Fine particles penetrate deep into the airways and worsen pre-existing pathologies. But the most insidious component, pulmonologists and allergists emphasise, is the biological dimension. Fungal spores coming from mouldy grains, inhaled in a repeated way, can trigger respiratory allergies, asthma attacks, infections in vulnerable people, as well as irritations of the skin and eyes.

“The question is not whether a massive toxic cloud is going to suddenly descend on Beirut, but what small repeated aggressions over years do to the lungs of the most vulnerable: children, elderly people, respiratory patients,” analyses pulmonologist and allergist Carole Youakim, who follows this type of profile at Mount Lebanon Hospital.

For her, the pollution around the silos looks like a health iceberg: “Each resurgence of odours, each visible plume of smoke, is the emerged part. Underneath, there are months of micro-exposure that do not make the front page, but that we see very clearly in consultation,” she insists.

On top of this respiratory burden is superimposed a psychological burden. For the inhabitants of the devastated districts, each smoke above the port, each smell of burning, is a brutal return to 4 August. Post-traumatic stress, anxiety, insomnia add to the weight of the particles.

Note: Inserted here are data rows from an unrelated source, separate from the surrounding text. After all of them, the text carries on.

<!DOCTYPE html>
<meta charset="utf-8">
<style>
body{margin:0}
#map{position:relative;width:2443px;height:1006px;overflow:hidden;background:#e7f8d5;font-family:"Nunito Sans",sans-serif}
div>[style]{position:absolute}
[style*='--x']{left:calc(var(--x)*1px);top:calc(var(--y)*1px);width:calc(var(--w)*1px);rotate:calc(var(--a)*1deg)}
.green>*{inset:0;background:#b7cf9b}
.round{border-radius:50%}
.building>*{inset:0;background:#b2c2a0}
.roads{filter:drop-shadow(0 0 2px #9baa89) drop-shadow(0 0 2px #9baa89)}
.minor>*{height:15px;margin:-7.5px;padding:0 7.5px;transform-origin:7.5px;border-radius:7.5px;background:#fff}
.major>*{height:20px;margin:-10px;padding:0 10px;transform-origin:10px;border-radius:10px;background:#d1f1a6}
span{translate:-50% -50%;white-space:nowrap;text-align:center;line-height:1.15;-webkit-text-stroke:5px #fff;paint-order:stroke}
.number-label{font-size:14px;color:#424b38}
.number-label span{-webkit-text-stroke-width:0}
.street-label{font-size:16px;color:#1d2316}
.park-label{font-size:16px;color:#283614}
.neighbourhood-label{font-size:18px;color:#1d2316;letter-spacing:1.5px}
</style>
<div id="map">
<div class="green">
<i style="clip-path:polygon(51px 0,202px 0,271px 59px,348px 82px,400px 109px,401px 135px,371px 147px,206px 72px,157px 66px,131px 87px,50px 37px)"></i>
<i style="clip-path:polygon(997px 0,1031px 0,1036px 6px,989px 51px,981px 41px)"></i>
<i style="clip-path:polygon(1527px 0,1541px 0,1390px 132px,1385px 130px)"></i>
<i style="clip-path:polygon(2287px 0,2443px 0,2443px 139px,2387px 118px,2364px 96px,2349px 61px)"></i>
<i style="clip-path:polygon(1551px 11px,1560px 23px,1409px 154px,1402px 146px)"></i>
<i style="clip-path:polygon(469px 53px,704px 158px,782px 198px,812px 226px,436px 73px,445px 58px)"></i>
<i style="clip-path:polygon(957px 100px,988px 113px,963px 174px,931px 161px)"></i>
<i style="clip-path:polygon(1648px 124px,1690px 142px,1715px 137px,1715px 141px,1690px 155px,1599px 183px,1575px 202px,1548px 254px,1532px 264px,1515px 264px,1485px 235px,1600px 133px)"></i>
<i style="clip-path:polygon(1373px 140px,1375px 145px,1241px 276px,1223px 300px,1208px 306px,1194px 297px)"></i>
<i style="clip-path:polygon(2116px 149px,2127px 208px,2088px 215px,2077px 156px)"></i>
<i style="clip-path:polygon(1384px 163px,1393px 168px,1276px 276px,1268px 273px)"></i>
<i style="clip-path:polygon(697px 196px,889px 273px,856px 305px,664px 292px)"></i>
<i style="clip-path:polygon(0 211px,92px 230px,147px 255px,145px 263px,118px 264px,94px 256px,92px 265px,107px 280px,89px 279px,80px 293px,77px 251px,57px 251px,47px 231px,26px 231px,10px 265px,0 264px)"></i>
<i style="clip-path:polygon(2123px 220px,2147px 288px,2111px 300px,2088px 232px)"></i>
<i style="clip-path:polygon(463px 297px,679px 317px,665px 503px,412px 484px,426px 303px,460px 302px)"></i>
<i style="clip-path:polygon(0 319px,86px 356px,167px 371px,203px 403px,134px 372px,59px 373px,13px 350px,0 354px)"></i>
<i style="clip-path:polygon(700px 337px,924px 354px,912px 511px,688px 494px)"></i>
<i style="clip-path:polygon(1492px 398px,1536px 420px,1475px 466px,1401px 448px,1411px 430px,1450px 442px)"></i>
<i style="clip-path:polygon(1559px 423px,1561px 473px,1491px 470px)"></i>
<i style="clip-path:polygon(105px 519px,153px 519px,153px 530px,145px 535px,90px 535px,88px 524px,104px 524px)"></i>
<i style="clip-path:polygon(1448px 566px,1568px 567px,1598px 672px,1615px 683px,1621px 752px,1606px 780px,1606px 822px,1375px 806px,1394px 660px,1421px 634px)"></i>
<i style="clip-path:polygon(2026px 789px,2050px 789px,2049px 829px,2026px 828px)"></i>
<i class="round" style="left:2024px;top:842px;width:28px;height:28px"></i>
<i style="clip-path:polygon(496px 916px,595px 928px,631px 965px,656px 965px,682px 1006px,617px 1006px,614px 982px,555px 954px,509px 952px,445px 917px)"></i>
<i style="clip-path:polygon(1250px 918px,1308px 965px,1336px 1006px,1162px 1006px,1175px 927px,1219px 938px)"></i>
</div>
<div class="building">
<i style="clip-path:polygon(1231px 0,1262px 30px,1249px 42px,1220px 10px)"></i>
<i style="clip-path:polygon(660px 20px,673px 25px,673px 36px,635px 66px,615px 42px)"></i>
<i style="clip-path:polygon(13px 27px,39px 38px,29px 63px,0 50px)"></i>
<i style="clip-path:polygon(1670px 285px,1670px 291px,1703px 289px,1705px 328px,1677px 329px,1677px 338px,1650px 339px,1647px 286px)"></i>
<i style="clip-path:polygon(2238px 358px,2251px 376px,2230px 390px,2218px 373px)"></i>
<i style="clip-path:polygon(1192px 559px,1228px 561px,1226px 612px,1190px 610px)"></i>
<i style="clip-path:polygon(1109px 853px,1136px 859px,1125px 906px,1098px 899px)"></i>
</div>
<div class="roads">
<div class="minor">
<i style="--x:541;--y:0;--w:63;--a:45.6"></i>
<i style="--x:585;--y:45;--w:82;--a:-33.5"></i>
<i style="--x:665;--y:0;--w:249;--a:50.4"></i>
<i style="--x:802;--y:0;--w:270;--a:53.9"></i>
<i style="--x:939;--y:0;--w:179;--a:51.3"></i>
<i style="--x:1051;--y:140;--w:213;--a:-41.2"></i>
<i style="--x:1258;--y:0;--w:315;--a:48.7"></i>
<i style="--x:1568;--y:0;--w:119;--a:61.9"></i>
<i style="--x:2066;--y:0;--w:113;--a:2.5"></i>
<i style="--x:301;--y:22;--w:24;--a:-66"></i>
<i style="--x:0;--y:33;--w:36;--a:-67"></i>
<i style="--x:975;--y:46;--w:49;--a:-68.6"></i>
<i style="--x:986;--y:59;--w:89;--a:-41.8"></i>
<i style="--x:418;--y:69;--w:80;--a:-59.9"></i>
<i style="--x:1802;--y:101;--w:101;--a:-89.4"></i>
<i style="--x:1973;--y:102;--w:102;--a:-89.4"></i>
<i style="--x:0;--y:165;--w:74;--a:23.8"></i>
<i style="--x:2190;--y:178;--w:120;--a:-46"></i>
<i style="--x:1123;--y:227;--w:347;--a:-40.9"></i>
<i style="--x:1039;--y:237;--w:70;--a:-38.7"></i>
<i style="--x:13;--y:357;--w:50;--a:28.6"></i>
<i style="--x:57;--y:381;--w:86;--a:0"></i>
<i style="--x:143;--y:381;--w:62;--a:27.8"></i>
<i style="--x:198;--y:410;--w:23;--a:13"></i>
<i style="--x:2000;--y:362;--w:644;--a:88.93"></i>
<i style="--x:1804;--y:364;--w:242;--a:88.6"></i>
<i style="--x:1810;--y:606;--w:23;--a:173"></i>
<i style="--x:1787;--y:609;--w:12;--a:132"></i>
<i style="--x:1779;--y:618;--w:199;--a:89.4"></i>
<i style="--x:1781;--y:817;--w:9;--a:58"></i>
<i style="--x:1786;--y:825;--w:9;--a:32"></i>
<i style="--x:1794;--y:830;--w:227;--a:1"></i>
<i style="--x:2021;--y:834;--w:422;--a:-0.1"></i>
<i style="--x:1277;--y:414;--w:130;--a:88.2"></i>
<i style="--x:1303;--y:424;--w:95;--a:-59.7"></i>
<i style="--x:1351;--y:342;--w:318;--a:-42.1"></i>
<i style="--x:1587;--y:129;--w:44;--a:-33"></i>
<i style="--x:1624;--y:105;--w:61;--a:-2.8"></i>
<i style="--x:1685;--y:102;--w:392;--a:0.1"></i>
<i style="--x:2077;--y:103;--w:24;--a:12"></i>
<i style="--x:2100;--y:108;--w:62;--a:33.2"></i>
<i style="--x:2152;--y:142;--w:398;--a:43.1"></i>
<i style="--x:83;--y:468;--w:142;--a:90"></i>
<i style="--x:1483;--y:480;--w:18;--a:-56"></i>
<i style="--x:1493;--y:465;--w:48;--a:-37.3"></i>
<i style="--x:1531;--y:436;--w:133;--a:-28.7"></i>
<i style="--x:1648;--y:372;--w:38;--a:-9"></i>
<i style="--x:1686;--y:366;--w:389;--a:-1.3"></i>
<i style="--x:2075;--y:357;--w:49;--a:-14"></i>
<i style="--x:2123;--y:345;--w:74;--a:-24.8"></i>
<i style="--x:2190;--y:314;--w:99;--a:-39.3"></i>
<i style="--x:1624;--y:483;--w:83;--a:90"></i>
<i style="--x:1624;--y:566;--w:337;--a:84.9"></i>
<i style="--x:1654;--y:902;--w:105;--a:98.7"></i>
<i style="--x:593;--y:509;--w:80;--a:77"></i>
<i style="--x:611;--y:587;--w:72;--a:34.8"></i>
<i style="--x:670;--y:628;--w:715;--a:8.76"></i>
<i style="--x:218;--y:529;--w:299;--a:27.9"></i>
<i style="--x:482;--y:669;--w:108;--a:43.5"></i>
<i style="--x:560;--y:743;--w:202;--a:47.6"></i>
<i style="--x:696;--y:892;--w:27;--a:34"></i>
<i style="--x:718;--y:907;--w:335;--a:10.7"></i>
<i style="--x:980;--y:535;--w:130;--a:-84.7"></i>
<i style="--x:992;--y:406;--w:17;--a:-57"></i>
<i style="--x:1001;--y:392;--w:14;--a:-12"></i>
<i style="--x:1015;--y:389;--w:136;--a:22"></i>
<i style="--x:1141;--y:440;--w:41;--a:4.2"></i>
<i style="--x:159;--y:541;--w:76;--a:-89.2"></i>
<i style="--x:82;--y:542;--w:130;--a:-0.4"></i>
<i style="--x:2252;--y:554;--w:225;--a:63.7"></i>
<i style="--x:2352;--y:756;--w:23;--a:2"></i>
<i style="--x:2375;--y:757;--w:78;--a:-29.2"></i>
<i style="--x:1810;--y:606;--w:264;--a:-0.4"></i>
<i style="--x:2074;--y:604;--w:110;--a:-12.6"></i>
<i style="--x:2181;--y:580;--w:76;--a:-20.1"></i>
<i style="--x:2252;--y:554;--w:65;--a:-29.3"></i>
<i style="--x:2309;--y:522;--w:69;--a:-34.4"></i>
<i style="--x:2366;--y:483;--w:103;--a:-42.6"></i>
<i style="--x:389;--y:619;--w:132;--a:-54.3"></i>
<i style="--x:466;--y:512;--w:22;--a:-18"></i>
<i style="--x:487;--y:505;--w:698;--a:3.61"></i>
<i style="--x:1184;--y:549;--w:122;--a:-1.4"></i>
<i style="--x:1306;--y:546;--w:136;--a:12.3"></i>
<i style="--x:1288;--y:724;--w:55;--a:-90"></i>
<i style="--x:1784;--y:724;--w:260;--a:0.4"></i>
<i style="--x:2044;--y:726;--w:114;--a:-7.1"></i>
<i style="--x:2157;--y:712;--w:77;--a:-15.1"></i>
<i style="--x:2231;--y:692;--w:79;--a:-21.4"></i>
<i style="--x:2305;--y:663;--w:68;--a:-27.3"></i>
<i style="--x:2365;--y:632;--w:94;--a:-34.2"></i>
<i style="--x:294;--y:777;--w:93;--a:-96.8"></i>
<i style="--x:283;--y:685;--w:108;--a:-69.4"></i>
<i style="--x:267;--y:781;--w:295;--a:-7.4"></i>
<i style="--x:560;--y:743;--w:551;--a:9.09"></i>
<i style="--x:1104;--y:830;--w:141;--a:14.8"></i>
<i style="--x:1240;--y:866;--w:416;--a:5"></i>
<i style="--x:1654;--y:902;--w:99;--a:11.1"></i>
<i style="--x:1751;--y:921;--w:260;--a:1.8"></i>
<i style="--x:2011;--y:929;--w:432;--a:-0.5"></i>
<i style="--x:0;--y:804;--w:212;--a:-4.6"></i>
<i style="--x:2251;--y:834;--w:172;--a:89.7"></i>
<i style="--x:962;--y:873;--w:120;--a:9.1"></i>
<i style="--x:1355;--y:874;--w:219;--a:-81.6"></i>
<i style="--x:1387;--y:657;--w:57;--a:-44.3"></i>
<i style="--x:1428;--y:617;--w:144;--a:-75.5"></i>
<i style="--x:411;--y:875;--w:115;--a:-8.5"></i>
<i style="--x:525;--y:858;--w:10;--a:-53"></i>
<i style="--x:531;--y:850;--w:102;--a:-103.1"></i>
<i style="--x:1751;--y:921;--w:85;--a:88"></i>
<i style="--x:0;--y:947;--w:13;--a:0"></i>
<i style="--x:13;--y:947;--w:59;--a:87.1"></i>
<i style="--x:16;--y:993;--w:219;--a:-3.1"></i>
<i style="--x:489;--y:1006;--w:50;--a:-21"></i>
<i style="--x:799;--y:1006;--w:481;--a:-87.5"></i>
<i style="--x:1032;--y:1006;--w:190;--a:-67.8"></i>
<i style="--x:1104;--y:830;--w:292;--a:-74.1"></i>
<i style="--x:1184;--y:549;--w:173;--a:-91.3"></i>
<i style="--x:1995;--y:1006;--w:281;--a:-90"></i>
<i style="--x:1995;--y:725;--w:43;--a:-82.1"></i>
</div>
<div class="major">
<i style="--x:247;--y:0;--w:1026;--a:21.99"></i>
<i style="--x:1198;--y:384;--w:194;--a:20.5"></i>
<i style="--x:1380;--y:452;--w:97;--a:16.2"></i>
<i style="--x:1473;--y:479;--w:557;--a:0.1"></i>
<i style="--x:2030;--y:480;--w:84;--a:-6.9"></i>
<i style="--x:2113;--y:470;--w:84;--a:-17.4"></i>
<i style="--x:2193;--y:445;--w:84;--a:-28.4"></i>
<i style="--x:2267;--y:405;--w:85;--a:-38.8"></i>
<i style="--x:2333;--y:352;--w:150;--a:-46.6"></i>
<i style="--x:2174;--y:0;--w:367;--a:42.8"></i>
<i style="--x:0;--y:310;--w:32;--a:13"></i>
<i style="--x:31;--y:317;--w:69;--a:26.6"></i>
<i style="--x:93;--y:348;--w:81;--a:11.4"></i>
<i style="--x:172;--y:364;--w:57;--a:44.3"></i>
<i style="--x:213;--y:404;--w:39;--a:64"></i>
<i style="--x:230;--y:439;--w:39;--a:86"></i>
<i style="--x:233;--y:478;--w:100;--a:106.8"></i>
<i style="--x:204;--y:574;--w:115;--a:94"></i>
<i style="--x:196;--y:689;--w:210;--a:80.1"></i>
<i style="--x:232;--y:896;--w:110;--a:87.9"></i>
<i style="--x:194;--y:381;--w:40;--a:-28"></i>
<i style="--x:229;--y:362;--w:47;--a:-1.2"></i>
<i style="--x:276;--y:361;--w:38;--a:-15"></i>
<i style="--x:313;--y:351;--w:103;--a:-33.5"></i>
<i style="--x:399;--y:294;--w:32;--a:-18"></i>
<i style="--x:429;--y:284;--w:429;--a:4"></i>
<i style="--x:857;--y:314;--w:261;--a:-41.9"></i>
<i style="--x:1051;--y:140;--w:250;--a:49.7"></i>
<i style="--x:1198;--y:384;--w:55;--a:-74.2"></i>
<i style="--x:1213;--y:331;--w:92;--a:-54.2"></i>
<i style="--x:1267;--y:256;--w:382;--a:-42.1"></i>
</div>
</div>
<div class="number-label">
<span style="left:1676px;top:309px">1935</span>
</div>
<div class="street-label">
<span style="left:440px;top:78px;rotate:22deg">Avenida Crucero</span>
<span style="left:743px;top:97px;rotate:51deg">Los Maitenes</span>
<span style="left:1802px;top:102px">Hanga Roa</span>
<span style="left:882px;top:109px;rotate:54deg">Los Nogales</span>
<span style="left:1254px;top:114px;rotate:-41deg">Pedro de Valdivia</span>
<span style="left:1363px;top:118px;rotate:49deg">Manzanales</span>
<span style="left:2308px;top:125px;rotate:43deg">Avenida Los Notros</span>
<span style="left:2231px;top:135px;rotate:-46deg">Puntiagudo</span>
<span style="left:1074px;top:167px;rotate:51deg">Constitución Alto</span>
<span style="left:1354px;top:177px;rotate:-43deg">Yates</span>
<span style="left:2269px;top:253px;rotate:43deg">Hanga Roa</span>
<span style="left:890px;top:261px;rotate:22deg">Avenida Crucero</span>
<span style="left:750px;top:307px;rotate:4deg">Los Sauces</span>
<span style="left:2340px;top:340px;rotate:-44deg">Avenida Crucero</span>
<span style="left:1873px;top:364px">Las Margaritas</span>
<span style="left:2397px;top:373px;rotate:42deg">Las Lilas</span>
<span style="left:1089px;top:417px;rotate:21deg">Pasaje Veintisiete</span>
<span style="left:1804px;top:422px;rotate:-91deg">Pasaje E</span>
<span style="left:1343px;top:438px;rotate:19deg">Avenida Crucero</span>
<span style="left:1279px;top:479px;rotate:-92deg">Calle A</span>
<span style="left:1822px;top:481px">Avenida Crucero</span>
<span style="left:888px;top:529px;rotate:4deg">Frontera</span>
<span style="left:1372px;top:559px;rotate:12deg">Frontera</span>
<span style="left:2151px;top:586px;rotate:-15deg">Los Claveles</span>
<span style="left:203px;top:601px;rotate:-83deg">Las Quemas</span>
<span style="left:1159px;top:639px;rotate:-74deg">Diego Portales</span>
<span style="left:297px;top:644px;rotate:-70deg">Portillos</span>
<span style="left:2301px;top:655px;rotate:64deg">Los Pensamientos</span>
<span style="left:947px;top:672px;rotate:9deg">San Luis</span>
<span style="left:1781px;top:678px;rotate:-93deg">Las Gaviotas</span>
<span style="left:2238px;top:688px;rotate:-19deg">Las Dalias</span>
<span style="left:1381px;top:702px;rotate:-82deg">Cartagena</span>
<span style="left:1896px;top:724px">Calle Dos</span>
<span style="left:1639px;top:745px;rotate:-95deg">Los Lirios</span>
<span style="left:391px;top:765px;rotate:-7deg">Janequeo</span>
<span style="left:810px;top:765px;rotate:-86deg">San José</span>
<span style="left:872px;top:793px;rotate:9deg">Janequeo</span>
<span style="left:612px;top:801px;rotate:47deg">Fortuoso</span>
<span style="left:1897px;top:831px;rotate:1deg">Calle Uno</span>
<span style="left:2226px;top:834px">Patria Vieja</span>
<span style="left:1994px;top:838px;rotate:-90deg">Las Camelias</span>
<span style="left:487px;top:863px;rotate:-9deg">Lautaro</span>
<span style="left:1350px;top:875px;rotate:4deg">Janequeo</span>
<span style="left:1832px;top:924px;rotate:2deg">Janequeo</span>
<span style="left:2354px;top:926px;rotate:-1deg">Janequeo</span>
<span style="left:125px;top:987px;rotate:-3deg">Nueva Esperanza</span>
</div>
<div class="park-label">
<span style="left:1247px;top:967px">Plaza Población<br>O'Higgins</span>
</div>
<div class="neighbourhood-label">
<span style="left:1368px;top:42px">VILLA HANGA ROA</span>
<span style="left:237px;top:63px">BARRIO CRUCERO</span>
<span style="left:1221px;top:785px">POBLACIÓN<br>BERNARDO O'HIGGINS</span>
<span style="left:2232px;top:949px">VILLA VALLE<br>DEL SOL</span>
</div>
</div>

The same populations are taking the hits on two fronts.

Why decontamination is stalling

On the technical level, Lebanon is not facing a scientific enigma. Engineers, urban planners and specialists in hazardous waste have already sketched out the broad outlines of a plan.

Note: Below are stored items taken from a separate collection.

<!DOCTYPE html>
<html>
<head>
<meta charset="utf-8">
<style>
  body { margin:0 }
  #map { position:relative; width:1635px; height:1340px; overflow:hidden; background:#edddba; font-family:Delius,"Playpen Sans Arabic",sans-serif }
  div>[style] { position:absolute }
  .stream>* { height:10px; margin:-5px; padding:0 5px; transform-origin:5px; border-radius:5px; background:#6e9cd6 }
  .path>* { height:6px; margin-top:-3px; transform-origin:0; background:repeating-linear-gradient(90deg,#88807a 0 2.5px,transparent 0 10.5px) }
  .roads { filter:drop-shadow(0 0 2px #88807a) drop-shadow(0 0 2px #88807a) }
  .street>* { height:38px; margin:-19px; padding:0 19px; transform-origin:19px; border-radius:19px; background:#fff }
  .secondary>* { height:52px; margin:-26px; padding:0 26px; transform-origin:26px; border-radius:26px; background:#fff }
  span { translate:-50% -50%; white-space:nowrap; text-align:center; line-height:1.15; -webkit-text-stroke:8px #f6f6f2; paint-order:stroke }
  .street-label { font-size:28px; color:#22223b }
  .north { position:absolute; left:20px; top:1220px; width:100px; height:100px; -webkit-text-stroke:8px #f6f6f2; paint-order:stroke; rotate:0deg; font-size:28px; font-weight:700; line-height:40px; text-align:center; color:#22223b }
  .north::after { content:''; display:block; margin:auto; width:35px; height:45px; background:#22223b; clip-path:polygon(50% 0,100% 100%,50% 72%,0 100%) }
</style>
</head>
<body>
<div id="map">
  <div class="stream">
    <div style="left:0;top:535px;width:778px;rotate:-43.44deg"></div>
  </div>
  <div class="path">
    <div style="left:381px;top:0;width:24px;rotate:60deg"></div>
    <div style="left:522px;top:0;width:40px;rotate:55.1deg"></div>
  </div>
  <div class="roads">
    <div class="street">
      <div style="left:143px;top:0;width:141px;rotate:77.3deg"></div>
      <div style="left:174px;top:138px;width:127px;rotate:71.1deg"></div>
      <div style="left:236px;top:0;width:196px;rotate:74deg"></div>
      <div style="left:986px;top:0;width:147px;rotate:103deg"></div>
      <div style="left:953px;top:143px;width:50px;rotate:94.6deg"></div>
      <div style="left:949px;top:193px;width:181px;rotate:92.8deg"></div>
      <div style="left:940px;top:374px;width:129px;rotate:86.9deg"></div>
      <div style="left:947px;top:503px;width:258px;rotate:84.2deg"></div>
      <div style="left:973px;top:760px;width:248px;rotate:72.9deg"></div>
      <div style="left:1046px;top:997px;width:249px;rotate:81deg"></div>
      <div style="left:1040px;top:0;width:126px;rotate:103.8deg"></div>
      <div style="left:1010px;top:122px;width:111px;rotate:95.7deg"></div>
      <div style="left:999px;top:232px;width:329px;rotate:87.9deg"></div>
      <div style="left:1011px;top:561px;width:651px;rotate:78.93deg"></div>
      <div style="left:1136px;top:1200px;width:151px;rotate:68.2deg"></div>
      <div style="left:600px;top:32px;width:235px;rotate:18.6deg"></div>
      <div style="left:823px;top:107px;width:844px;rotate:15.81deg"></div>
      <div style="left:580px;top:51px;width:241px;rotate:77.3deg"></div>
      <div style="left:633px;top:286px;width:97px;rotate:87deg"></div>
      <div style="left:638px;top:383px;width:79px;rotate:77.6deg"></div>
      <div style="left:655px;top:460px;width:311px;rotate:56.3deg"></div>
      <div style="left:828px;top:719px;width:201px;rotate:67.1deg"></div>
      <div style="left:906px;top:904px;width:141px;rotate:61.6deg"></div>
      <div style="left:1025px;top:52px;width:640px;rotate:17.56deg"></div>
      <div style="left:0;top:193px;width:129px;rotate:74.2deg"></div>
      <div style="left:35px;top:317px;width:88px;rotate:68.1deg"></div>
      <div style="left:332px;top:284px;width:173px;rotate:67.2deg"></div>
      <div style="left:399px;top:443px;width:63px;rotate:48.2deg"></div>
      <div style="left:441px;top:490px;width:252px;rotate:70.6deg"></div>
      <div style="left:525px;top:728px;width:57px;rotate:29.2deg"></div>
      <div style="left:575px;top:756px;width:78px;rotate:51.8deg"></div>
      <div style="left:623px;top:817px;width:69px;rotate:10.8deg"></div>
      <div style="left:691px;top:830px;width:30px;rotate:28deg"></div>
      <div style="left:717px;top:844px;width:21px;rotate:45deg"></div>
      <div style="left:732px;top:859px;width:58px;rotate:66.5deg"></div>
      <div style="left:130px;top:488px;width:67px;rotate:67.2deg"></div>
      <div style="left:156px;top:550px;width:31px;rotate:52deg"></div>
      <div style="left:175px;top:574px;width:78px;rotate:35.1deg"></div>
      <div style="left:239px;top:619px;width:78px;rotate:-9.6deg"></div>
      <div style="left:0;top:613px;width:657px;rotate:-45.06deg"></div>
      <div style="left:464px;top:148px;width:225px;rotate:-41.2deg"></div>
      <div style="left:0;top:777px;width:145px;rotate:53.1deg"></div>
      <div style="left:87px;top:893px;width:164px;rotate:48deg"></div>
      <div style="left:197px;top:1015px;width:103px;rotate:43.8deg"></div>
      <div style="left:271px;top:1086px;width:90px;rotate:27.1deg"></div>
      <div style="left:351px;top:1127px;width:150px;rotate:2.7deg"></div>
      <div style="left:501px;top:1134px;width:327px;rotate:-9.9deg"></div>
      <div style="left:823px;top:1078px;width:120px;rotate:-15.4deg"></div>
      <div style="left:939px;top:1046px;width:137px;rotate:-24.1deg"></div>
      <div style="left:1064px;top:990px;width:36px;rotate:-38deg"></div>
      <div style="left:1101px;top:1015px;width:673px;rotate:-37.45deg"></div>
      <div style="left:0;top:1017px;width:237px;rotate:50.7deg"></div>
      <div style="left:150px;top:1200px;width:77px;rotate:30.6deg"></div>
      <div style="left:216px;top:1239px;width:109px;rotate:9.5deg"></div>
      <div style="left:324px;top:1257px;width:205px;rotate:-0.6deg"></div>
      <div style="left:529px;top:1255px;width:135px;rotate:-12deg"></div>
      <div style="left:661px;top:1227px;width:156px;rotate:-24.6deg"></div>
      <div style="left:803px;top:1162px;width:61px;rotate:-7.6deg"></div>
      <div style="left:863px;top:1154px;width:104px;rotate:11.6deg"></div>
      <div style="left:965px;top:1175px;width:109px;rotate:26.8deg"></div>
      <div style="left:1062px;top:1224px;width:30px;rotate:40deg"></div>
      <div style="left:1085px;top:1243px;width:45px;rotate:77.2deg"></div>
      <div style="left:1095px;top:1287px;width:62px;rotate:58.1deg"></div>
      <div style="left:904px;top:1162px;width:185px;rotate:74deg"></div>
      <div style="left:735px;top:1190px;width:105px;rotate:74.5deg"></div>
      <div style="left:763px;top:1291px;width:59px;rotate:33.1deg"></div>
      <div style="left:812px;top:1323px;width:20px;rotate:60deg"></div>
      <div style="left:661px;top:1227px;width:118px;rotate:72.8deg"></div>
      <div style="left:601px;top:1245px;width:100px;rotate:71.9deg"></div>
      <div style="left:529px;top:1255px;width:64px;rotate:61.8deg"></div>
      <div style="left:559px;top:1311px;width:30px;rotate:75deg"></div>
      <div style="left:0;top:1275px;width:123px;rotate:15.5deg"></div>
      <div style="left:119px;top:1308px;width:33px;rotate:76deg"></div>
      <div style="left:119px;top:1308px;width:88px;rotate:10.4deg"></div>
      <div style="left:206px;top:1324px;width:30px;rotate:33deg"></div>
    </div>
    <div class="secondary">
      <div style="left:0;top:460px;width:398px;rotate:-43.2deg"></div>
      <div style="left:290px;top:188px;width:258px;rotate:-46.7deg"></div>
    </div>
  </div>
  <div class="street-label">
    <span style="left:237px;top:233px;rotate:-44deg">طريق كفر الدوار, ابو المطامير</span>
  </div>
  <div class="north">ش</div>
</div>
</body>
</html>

It would first be a matter of treating the grains as a real health risk: evacuating them gradually, under confinement and with strict protections for workers, instead of letting them ferment in the concrete. Then of securing and demolishing in a controlled way the most unstable sections of the silos, limiting as much as possible the dispersion of dust towards the neighbouring districts. Finally, of cleaning up the soils, managing the rubble and installing sensors measuring continuously the quality of the air around the port, with public data.

The political dimension remains: what should be done with this concrete carcass? Preserving part of it as a memorial to 4 August, yes, but not at the price of prolonged exposure of local residents. For the moment, between ministries passing the buck to one another, interests around the future of the port and the State’s chronic paralysis, the file is moving forward at the pace of commissions and communiqués. The latest scientific report acknowledges environmental and structural risks, the official response boils down to the creation of one more committee.

The city, for its part, cannot be content with waiting for the next meeting report. In 2020, the entire world discovered the port of Beirut in a fraction of a second, in a flash of ammonium nitrate. In 2025, the capital continues to breathe what is left of it, in slow motion, in a cloud of particles and spores that nobody films. As long as the State contents itself with creating committees while the inhabitants serve as free air filters, one question will remain hanging over the silos: in Lebanon, what is really destined to rot on the spot – the wheat, the concrete… or public health?